Extracted records:
____________________

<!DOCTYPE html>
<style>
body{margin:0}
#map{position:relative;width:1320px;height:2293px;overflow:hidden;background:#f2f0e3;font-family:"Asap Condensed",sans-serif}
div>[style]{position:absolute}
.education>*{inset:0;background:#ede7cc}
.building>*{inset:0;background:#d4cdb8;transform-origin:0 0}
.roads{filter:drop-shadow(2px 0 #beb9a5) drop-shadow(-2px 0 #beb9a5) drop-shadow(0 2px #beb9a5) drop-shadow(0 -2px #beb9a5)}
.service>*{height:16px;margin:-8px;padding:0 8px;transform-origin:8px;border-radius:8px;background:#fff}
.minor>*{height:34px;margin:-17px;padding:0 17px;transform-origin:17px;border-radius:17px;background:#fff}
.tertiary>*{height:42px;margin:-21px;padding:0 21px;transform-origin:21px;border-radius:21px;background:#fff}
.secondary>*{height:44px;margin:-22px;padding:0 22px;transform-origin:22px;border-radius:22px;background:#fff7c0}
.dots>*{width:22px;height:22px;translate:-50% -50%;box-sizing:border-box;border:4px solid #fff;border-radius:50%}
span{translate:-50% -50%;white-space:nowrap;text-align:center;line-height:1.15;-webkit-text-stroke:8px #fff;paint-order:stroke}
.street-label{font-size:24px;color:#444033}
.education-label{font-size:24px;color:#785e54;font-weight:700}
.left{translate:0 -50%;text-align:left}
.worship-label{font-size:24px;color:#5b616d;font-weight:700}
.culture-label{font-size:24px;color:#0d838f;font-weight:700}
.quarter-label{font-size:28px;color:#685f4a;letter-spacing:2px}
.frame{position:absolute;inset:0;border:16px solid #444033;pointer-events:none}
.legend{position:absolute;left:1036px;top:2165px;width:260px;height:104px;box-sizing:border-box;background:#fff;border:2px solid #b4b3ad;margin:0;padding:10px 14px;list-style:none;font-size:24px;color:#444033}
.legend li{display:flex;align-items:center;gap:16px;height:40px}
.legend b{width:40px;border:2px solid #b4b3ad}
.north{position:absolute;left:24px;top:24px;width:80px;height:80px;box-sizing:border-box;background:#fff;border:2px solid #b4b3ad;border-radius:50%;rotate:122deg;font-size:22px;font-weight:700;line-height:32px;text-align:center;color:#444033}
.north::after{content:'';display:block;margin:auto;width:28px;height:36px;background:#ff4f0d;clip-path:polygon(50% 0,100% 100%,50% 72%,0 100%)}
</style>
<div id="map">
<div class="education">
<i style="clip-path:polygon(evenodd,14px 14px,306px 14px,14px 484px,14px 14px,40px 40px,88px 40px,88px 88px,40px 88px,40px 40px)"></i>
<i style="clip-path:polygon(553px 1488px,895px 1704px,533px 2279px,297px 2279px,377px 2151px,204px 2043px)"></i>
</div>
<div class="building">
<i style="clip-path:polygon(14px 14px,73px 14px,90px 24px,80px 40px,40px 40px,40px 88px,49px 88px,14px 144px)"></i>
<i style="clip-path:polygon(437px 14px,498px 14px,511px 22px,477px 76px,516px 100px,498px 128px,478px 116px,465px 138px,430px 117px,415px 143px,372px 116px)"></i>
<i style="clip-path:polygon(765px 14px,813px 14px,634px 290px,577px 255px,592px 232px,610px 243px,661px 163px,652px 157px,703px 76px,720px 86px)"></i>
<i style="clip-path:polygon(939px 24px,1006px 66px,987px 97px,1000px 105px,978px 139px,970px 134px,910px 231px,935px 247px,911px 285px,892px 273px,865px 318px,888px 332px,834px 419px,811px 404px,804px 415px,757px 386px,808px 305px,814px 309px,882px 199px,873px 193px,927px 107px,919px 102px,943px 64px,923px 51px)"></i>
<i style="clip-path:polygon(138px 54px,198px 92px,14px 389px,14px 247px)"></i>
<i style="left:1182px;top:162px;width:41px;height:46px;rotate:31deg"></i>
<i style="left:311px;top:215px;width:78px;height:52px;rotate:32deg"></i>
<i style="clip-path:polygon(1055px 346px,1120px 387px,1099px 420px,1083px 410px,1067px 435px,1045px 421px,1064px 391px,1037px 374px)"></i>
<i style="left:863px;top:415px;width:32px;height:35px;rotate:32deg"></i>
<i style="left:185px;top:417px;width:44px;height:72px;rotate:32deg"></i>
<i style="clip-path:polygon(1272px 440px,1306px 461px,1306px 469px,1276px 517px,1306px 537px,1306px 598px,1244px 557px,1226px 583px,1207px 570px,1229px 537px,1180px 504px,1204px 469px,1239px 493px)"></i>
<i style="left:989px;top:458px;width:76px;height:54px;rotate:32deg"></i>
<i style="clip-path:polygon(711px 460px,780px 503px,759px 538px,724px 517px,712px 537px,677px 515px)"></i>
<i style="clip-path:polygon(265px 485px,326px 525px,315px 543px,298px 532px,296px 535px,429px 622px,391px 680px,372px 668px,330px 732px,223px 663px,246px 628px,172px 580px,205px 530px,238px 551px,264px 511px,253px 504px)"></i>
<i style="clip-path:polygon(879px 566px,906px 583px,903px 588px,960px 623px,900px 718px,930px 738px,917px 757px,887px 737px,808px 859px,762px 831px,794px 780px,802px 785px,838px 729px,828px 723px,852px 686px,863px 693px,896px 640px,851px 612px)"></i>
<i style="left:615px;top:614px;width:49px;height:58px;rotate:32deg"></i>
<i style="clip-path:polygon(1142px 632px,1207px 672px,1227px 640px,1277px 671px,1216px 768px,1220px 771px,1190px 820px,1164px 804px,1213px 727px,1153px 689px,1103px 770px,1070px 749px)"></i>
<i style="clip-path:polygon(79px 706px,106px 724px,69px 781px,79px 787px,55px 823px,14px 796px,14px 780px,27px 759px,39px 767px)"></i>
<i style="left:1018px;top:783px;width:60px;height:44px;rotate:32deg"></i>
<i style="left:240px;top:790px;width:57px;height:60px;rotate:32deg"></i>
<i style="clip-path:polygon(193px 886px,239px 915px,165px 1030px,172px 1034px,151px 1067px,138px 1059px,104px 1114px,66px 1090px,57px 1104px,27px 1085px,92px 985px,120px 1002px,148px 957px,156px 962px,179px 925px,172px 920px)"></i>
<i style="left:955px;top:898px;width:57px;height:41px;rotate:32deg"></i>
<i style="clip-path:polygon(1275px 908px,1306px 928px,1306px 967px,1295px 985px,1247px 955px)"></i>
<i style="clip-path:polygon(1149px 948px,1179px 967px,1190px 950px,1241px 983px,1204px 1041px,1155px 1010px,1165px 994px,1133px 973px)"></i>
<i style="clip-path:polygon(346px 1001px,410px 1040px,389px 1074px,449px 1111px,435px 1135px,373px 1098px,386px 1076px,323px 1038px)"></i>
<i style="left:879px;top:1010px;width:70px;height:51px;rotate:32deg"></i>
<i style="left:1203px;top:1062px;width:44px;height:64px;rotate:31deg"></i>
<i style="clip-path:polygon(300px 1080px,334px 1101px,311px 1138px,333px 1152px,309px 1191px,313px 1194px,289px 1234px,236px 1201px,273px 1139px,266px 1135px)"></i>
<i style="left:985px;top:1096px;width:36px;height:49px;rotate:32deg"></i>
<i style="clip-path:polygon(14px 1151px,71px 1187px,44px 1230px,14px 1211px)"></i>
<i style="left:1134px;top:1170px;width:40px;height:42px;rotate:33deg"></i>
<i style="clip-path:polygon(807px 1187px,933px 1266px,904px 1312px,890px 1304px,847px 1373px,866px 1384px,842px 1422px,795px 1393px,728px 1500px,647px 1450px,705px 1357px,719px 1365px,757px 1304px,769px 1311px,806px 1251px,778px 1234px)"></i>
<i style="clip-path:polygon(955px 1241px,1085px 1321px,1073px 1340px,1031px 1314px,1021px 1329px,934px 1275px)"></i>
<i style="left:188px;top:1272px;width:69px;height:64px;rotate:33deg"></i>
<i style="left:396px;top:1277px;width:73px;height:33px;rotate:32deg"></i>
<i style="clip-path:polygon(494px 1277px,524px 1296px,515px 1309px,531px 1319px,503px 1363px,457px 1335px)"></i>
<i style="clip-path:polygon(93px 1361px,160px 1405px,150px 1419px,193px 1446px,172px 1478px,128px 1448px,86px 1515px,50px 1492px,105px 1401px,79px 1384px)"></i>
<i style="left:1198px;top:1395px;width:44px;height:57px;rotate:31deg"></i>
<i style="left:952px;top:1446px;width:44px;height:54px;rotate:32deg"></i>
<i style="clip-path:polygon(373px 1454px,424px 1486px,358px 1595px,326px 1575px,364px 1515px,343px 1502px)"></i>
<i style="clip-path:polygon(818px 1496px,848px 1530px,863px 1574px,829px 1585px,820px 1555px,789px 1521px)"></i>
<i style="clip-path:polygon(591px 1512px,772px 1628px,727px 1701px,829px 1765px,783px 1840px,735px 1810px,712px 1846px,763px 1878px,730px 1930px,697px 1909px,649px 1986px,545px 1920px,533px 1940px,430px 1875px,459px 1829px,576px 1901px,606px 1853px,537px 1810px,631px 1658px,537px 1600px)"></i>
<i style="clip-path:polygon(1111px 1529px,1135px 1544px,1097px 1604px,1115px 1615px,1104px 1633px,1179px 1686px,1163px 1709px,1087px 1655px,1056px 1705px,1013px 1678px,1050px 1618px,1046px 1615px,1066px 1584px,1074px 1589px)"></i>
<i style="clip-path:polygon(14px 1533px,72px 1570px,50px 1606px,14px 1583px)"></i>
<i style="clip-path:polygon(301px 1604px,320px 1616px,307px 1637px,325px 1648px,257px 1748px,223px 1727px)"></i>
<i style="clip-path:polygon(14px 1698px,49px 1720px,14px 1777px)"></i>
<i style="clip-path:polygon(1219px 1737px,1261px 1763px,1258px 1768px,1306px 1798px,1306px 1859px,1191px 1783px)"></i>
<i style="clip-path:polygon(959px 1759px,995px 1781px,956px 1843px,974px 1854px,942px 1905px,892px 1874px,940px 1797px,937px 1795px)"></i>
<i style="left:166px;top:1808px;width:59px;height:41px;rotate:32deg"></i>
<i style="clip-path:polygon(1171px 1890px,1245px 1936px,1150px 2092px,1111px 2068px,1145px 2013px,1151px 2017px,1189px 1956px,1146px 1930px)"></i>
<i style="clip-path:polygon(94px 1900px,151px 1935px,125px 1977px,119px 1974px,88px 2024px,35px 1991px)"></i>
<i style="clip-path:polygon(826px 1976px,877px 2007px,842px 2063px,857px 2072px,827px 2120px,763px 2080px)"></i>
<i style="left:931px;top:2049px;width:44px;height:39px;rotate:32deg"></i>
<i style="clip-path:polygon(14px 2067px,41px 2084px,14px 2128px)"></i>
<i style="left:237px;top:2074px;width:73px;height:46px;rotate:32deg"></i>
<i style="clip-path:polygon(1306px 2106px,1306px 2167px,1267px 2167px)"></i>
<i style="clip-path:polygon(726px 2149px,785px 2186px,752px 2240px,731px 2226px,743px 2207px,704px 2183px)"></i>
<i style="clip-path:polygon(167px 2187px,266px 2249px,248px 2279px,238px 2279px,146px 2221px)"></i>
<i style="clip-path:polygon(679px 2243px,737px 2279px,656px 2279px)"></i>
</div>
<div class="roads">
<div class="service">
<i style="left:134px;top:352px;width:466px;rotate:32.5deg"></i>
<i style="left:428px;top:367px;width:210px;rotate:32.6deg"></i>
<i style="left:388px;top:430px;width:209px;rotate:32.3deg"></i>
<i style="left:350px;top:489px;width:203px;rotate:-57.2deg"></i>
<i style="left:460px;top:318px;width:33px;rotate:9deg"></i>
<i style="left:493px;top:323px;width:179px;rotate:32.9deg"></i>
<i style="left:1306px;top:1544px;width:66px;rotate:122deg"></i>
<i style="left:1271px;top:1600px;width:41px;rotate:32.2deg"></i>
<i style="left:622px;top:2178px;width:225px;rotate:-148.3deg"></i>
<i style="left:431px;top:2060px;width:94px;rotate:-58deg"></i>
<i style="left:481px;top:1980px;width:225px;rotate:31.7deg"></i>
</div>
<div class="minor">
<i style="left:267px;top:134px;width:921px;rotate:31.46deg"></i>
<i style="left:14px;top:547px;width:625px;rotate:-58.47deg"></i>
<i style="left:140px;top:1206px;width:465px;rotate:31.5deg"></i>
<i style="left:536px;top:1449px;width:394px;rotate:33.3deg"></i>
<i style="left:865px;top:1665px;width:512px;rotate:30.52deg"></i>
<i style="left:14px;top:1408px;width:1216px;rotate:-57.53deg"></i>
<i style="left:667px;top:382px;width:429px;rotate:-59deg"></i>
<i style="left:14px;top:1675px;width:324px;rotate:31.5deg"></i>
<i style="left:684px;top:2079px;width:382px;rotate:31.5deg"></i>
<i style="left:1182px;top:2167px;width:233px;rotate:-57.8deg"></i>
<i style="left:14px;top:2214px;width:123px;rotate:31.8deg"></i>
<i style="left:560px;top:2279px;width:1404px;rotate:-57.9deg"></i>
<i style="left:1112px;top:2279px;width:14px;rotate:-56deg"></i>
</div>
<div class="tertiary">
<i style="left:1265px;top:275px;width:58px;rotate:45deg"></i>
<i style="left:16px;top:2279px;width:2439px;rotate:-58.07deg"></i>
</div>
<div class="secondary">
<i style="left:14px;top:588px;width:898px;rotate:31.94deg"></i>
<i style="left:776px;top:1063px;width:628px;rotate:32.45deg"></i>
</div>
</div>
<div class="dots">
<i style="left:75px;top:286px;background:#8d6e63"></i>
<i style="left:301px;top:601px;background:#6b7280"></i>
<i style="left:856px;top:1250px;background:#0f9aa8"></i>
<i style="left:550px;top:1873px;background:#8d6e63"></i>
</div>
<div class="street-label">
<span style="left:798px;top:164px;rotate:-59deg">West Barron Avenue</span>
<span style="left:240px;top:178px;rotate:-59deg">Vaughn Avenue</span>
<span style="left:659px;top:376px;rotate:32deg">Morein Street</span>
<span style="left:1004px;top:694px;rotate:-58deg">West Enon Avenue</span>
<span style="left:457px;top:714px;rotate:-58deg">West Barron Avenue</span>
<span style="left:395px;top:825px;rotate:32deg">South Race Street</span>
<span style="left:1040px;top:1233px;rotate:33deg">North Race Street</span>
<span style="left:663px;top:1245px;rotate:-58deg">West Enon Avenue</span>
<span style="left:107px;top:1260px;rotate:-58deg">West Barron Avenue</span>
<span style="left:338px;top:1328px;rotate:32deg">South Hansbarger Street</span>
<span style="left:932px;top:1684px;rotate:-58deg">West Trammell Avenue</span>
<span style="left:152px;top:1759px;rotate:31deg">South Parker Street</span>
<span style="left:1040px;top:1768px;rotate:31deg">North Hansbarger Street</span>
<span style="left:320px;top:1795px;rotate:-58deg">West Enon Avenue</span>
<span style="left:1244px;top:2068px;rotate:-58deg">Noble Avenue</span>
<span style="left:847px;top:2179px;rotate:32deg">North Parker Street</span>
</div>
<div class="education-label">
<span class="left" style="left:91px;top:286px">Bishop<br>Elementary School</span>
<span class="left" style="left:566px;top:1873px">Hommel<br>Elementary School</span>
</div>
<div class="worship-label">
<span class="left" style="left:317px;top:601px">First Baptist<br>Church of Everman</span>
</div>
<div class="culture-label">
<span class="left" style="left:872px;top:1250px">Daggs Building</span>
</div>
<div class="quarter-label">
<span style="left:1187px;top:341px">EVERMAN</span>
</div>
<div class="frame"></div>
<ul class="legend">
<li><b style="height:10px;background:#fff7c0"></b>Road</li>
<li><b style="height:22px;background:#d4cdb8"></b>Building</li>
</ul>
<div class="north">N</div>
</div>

____________________

**What needs to be done:** Beginning of the records through the line with "0 #beb9a5) drop-shadow(-2px": return that span exactly and stop there.

**Result of the task:**
<!DOCTYPE html>
<style>
body{margin:0}
#map{position:relative;width:1320px;height:2293px;overflow:hidden;background:#f2f0e3;font-family:"Asap Condensed",sans-serif}
div>[style]{position:absolute}
.education>*{inset:0;background:#ede7cc}
.building>*{inset:0;background:#d4cdb8;transform-origin:0 0}
.roads{filter:drop-shadow(2px 0 #beb9a5) drop-shadow(-2px 0 #beb9a5) drop-shadow(0 2px #beb9a5) drop-shadow(0 -2px #beb9a5)}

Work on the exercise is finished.